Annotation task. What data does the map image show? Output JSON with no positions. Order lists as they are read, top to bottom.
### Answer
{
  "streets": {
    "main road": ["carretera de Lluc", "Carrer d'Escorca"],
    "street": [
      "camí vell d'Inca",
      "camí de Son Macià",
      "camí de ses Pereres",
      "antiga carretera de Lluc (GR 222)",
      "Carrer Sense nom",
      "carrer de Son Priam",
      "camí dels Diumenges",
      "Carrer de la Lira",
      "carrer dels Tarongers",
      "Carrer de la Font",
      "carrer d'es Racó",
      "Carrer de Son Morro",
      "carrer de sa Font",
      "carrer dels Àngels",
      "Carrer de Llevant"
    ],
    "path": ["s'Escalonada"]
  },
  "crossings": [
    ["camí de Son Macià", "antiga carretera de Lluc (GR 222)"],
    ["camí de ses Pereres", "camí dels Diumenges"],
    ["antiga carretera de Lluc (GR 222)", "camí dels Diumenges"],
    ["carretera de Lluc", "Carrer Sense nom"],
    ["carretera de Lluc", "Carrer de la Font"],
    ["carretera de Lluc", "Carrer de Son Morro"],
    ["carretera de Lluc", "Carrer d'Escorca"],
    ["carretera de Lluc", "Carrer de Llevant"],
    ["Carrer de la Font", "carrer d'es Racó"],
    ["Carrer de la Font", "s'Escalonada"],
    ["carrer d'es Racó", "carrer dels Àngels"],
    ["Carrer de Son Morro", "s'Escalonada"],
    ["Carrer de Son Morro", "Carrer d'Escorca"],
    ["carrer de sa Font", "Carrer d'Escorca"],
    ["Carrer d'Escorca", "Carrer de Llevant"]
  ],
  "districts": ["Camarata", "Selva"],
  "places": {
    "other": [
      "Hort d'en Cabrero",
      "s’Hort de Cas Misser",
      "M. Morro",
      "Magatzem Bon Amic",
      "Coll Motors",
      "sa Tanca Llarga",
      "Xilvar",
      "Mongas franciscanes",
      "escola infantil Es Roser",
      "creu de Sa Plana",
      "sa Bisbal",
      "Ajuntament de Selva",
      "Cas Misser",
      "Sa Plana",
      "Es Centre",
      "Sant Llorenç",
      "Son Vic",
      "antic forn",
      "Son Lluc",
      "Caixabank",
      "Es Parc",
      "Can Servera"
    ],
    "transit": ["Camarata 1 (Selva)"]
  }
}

══════════

Return the whole of the data, character for character.

Annotation task. What data does the map image show? Output JSON with no positions. Order lists as they are read, top to bottom.
### Answer
{
  "streets": {
    "main road": ["carretera de Lluc", "Carrer d'Escorca"],
    "street": [
      "camí vell d'Inca",
      "camí de Son Macià",
      "camí de ses Pereres",
      "antiga carretera de Lluc (GR 222)",
      "Carrer Sense nom",
      "carrer de Son Priam",
      "camí dels Diumenges",
      "Carrer de la Lira",
      "carrer dels Tarongers",
      "Carrer de la Font",
      "carrer d'es Racó",
      "Carrer de Son Morro",
      "carrer de sa Font",
      "carrer dels Àngels",
      "Carrer de Llevant"
    ],
    "path": ["s'Escalonada"]
  },
  "crossings": [
    ["camí de Son Macià", "antiga carretera de Lluc (GR 222)"],
    ["camí de ses Pereres", "camí dels Diumenges"],
    ["antiga carretera de Lluc (GR 222)", "camí dels Diumenges"],
    ["carretera de Lluc", "Carrer Sense nom"],
    ["carretera de Lluc", "Carrer de la Font"],
    ["carretera de Lluc", "Carrer de Son Morro"],
    ["carretera de Lluc", "Carrer d'Escorca"],
    ["carretera de Lluc", "Carrer de Llevant"],
    ["Carrer de la Font", "carrer d'es Racó"],
    ["Carrer de la Font", "s'Escalonada"],
    ["carrer d'es Racó", "carrer dels Àngels"],
    ["Carrer de Son Morro", "s'Escalonada"],
    ["Carrer de Son Morro", "Carrer d'Escorca"],
    ["carrer de sa Font", "Carrer d'Escorca"],
    ["Carrer d'Escorca", "Carrer de Llevant"]
  ],
  "districts": ["Camarata", "Selva"],
  "places": {
    "other": [
      "Hort d'en Cabrero",
      "s’Hort de Cas Misser",
      "M. Morro",
      "Magatzem Bon Amic",
      "Coll Motors",
      "sa Tanca Llarga",
      "Xilvar",
      "Mongas franciscanes",
      "escola infantil Es Roser",
      "creu de Sa Plana",
      "sa Bisbal",
      "Ajuntament de Selva",
      "Cas Misser",
      "Sa Plana",
      "Es Centre",
      "Sant Llorenç",
      "Son Vic",
      "antic forn",
      "Son Lluc",
      "Caixabank",
      "Es Parc",
      "Can Servera"
    ],
    "transit": ["Camarata 1 (Selva)"]
  }
}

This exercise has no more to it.